Mesmo sendo quase só européia e muito semelhante à distribuição em Portugal, essa patrilinhagem apresenta curiosamente uma grande variedade. O que se deve, segundo Pena, à alta diversidade genética dos ibéricos, fruto de muitas invasões e imigrações para aquela região: celtas, fenícios, gregos, romanos, suevos, visigodos, judeus, árabes e bérberes. O que ajuda a explicar uma taxa alta de um tipo específico de cromossomo Y que ocorre em toda a área mediterrânea, mas atinge frequências máximas entre judeus e libaneses. O que novamente é explicado pela História. Até o final do século XIV havia grande quantidade de judeus na Península Ibérica. No século seguinte, a discriminação e perseguição católica aos judeus aumentou até o ponto de serem expulsos de Portugal.
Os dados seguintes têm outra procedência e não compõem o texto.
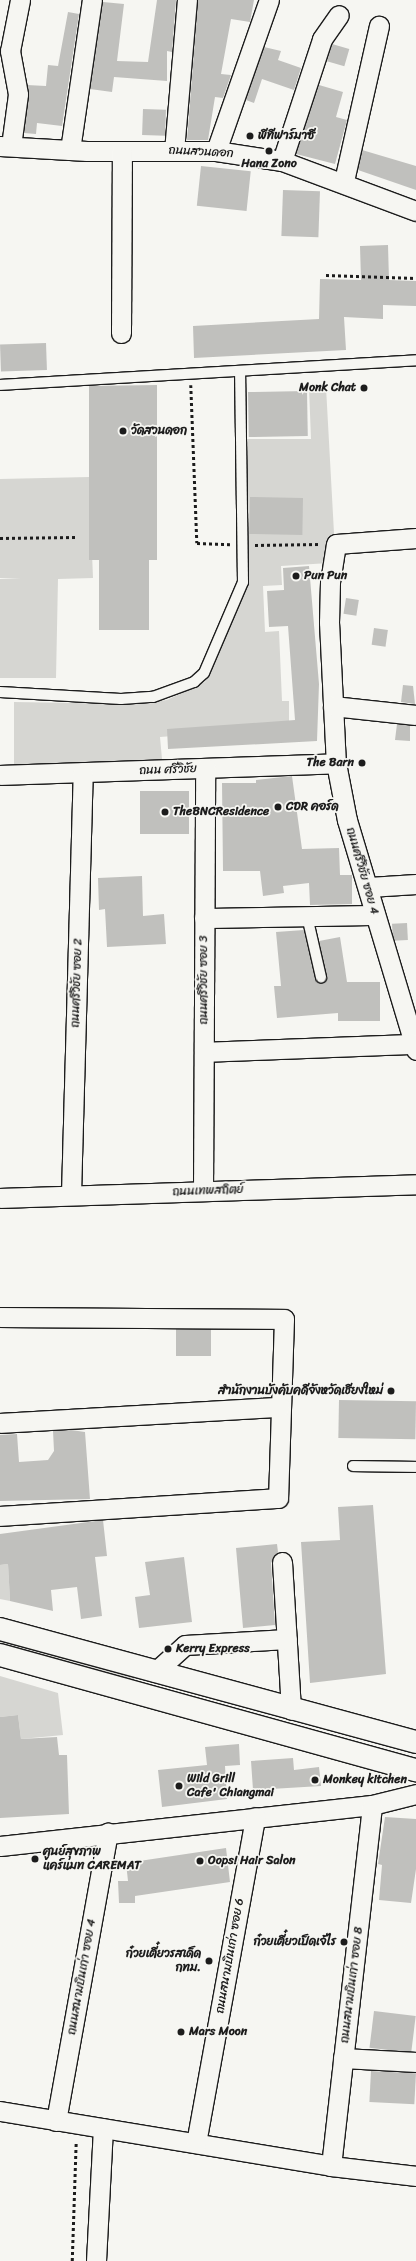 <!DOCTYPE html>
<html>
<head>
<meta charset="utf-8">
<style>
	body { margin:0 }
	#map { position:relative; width:416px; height:2261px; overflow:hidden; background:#f6f6f2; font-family:Sriracha,"Playpen Sans Thai",sans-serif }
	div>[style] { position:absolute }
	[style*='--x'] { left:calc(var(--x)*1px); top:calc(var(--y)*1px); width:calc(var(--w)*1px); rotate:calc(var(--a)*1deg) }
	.green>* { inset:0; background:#d6d6d2; transform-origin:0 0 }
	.building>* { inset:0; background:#c0c0bd; transform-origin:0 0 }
	.path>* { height:2.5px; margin-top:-1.25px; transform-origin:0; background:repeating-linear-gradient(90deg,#1c1c1c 0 3px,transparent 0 6px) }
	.roads { filter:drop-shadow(1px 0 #1c1c1c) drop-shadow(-1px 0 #1c1c1c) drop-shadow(0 1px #1c1c1c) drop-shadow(0 -1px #1c1c1c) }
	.service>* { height:10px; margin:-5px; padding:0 5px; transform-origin:5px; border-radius:5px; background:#f6f6f2 }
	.minor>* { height:19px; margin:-9.5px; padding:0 9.5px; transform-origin:9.5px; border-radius:9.5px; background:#f6f6f2 }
	.tertiary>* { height:22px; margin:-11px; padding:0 11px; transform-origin:11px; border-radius:11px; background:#f6f6f2 }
	.dots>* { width:11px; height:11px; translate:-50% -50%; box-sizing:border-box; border:2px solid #f6f6f2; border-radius:50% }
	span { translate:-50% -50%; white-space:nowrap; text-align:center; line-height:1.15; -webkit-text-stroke:3.5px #f6f6f2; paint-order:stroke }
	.poi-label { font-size:12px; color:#1c1c1c; font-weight:700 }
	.left { translate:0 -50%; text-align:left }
	.right { translate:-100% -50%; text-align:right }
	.street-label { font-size:12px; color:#1c1c1c }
</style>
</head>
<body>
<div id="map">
	<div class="green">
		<div style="clip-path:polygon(326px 387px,334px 533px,329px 563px,281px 566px,282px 585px,263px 586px,265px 632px,279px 631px,282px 701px,289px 701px,289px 727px,160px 737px,162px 759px,14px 767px,14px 702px,136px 704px,167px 700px,205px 682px,248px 581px,243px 439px,311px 439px,309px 388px)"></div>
		<div style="clip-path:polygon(89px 477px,93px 578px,58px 579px,56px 678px,0 678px,0 579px,21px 579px,0 578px,0 479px)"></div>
		<div style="clip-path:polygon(8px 1564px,10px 1601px,0 1599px,0 1565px)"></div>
		<div style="left:0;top:1636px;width:141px;height:7px;rotate:16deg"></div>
		<div style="clip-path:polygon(0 1676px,58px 1693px,63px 1735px,21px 1739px,18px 1715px,0 1717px)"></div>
	</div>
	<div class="building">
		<div style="clip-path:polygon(157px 0,176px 0,172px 52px,167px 51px,167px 81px,114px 77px,112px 92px,90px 89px,103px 2px,124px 4px,117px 61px,148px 62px)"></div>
		<div style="clip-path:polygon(198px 0,254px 0,250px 22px,231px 19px,221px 74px,231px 75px,223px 98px,215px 97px,208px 140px,187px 140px)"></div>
		<div style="clip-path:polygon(68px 12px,79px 14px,62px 126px,37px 123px,36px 134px,24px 133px,27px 85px,46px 86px,48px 65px,58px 66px)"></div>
		<div style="left:332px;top:44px;width:18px;height:18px;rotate:16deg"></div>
		<div style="clip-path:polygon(264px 47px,281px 51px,278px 60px,301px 68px,294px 90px,262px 79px,254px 103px,246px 100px)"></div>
		<div style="clip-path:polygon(319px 85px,343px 92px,336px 117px,347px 120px,335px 164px,296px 154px)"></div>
		<div style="left:143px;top:109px;width:23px;height:26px;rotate:2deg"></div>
		<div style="clip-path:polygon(362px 150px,416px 166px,416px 190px,358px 170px)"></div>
		<div style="left:201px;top:166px;width:50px;height:40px;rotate:6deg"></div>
		<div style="left:283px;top:190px;width:37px;height:46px;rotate:2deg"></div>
		<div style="clip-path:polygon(388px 245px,389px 280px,416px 281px,416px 306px,383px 305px,383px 319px,344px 317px,346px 350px,194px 358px,193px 326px,319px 319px,320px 279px,361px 280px,360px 246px)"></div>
		<div style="left:46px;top:343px;width:27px;height:46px;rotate:88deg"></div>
		<div style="clip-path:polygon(157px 385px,157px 560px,149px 560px,149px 630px,99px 630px,99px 560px,89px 560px,89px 386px)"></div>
		<div style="left:307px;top:391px;width:45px;height:59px;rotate:89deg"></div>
		<div style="left:250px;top:497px;width:53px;height:37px;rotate:1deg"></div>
		<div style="clip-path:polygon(309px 566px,319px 684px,317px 741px,168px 749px,167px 729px,295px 720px,288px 626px,269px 627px,267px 591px,284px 590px,283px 568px)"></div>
		<div style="left:346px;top:598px;width:13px;height:16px;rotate:9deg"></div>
		<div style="left:374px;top:628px;width:14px;height:17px;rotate:8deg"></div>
		<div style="clip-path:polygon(403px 685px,413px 686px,415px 704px,401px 702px)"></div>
		<div style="clip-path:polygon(397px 724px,410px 725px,410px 741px,395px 740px)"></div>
		<div style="clip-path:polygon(292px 776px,302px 849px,339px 848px,340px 875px,352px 875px,352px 904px,310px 905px,309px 883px,283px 886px,284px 893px,263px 896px,260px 871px,223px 871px,222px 783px,256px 783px,256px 780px)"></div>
		<div style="left:140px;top:791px;width:49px;height:43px"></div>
		<div style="clip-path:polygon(142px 876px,143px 916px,164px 914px,166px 944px,107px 947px,105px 909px,99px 910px,98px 878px)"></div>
		<div style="left:407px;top:923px;width:17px;height:15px;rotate:87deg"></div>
		<div style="clip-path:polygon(304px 930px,317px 982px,323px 983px,327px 979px,319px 941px,340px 937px,347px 982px,380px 982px,380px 1021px,338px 1021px,338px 1013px,277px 1018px,274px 986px,281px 986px,276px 932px)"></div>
		<div style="left:176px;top:1329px;width:35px;height:27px"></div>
		<div style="left:339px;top:1400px;width:77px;height:38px;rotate:1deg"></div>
		<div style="clip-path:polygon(71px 1430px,85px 1432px,90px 1499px,0 1501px,0 1435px,17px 1434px,19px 1462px,48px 1460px,54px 1451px,53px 1431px)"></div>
		<div style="clip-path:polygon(373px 1505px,386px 1674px,310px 1683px,301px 1542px,340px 1540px,338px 1507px)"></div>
		<div style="clip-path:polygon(103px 1520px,107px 1556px,95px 1557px,102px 1616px,81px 1619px,77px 1587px,51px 1590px,53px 1611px,10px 1601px,8px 1564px,0 1565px,0 1534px)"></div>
		<div style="clip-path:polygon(277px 1544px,278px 1552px,271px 1563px,275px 1625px,243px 1628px,236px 1548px)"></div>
		<div style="clip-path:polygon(184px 1557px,192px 1622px,139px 1628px,135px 1597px,150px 1595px,145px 1562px)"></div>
		<div style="clip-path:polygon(18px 1715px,21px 1739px,57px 1737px,59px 1755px,67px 1755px,69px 1814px,0 1818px,0 1717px)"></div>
		<div style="clip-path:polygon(239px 1744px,240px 1765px,225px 1766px,227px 1799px,162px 1807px,158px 1770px,207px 1765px,205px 1747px)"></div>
		<div style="clip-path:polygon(293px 1758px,294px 1770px,319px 1767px,321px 1786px,253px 1790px,251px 1761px)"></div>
		<div style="clip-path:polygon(385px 1817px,416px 1819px,416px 1869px,411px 1903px,379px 1900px,382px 1865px,378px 1864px)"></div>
		<div style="clip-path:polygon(226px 1848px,230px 1882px,135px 1896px,135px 1903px,119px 1903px,118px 1881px,128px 1881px,126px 1863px)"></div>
		<div style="left:374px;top:2011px;width:42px;height:37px;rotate:7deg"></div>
		<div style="left:371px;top:2071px;width:45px;height:31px;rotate:3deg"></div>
	</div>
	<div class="path">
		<div style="--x:326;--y:275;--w:90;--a:1.9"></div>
		<div style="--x:191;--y:385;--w:158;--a:87.8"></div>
		<div style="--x:197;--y:543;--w:33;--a:2"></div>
		<div style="--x:0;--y:538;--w:76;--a:-0.8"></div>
		<div style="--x:255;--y:545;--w:65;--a:-0.9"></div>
		<div style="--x:72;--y:2261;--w:119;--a:-88.1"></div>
	</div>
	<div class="roads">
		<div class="service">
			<div style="--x:0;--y:385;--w:417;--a:-3.4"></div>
			<div style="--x:0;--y:692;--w:121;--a:3.3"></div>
			<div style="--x:121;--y:699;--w:32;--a:-4"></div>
			<div style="--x:153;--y:697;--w:44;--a:-20.1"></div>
			<div style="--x:194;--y:682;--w:13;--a:-42"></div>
			<div style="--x:204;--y:673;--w:99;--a:-66.8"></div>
			<div style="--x:243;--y:582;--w:209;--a:-90.8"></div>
			<div style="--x:307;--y:916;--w:63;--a:77.1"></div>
			<div style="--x:353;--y:1466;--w:63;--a:0.9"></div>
		</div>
		<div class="minor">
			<div style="--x:0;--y:146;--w:87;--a:3.3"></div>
			<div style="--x:87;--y:151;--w:129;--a:0"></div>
			<div style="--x:216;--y:151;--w:67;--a:8.6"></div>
			<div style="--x:282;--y:161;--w:143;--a:20.5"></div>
			<div style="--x:11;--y:146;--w:52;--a:-82.3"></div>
			<div style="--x:18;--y:94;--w:44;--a:-100.5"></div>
			<div style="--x:10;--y:51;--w:52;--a:-78.9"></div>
			<div style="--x:70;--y:150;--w:152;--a:-81.7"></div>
			<div style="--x:174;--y:151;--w:152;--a:-85.1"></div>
			<div style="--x:216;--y:151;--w:160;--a:-70.7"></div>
			<div style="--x:282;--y:161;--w:128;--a:-71.8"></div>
			<div style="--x:322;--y:39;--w:29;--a:-55"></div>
			<div style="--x:344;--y:181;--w:159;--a:-77.3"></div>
			<div style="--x:121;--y:333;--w:182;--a:-89.7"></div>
			<div style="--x:416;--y:538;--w:80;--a:175.7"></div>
			<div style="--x:336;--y:544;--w:38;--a:99"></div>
			<div style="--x:330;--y:582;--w:40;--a:91.4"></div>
			<div style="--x:329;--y:622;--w:141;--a:87.2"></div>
			<div style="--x:336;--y:763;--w:58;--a:79.1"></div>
			<div style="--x:347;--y:820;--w:240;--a:73.3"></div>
			<div style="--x:333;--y:706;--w:83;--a:6.2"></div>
			<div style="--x:0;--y:775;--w:336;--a:-2"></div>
			<div style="--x:369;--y:887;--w:47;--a:-3.7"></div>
			<div style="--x:204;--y:918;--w:171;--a:-1"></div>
			<div style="--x:204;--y:1052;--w:210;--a:-2.2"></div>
			<div style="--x:203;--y:1191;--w:423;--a:-89.7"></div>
			<div style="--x:71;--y:1194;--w:422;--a:-88.4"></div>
			<div style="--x:0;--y:1198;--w:416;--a:-1.9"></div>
			<div style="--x:0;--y:1317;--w:284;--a:0.4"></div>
			<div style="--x:284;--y:1319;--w:179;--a:91.9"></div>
			<div style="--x:278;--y:1498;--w:279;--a:176.3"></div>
			<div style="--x:0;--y:1423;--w:280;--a:-3.3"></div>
			<div style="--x:282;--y:1562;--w:148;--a:86.5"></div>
			<div style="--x:155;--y:1672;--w:40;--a:-42"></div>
			<div style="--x:185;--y:1645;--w:102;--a:-3.4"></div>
			<div style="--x:0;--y:1846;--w:374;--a:-6.3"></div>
			<div style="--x:372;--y:1805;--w:45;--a:-14"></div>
			<div style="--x:343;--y:2058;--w:73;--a:3.1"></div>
			<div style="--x:0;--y:2111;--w:336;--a:9.4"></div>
			<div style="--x:331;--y:2166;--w:86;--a:6.7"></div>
			<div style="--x:56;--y:2121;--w:293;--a:-79.8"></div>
			<div style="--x:196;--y:2143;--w:331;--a:-79.7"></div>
			<div style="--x:331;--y:2166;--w:363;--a:-83.5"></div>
			<div style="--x:96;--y:2261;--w:133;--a:-87"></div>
		</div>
		<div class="tertiary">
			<div style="--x:0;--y:1629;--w:431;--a:15.2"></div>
			<div style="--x:0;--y:1655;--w:432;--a:15.5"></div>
		</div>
	</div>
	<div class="dots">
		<div style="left:250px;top:136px;background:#1c1c1c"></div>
		<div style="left:269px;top:151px;background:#1c1c1c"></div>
		<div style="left:364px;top:388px;background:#1c1c1c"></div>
		<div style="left:123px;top:431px;background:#1c1c1c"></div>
		<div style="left:296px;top:576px;background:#1c1c1c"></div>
		<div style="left:362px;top:763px;background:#1c1c1c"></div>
		<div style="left:278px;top:807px;background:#1c1c1c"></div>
		<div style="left:165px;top:812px;background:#1c1c1c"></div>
		<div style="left:391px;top:1391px;background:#1c1c1c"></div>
		<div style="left:168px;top:1649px;background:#1c1c1c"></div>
		<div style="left:315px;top:1780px;background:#1c1c1c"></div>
		<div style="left:179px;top:1786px;background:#1c1c1c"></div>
		<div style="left:35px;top:1859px;background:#1c1c1c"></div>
		<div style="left:200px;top:1861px;background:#1c1c1c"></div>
		<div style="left:344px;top:1942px;background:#1c1c1c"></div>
		<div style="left:209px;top:1961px;background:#1c1c1c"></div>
		<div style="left:181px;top:2032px;background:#1c1c1c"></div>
	</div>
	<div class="poi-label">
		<span class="left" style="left:258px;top:136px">พีทีฟาร์มาซี</span>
		<span style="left:269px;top:164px">Hana Zono</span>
		<span class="right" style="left:356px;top:388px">Monk Chat</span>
		<span class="left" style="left:131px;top:431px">วัดสวนดอก</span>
		<span class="left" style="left:304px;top:576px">Pun Pun</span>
		<span class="right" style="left:354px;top:763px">The Barn</span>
		<span class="left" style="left:286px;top:807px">CDR คอร์ด</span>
		<span class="left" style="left:173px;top:812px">TheBNCResidence</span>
		<span class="right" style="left:383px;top:1391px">สำนักงานบังคับคดีจังหวัดเชียงใหม่</span>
		<span class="left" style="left:176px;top:1649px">Kerry Express</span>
		<span class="left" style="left:187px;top:1786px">Wild Grill<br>Cafe' Chiangmai</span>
		<span class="left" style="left:323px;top:1780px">Monkey kitchen</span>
		<span class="left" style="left:43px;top:1859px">ศูนย์สุขภาพ<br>แคร์แมท CAREMAT</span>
		<span class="left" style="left:208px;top:1861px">Oops! Hair Salon</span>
		<span class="right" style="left:336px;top:1942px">ก๋วยเตี๋ยวเป็ดเจ้ไร</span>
		<span class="right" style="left:201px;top:1961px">ก๋วยเตี๋ยวรสเด็ด<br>กทม.</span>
		<span class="left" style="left:189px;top:2032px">Mars Moon</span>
	</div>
	<div class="street-label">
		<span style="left:201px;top:152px;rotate:3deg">ถนนสวนดอก</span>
		<span style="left:168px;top:770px;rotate:-2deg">ถนน ศรีวิชัย</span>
		<span style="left:362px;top:871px;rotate:74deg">ถนนศรีวิชัย ซอย 4</span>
		<span style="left:204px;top:980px;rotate:-90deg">ถนนศรีวิชัย ซอย 3</span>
		<span style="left:77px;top:983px;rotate:-88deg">ถนนศรีวิชัย ซอย 2</span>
		<span style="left:208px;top:1191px;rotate:-2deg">ถนนเทพสถิตย์</span>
		<span style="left:230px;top:1956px;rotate:-80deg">ถนนสนามบินเก่า ซอย 6</span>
		<span style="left:82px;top:1977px;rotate:-80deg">ถนนสนามบินเก่า ซอย 4</span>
		<span style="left:352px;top:1985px;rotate:-83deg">ถนนสนามบินเก่า ซอย 8</span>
	</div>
</div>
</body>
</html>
Embora fossem proibidos de migrar para as Américas, muitos que se converteram ao cristianismo (cristãos-novos) acabaram vindo para o Brasil.

A relevância social destes resultados, segundo Pena, pode ajudar a ampliar a chamada “democracia racial”, que certamente não existe no Brasil tanto como alguns querem crer. “Prova disso é a necessidade de uma lei para proibir o racismo.” Portanto, diz ele, “gostaríamos de acreditar que, se muitos brasileiros que têm DNA mitocondrial ameríndio ou africano se conscientizassem disso, valorizariam mais a exuberante diversidade genética de nosso povo e, quem sabe, contribuiriam para uma sociedade mais justa e harmônica”.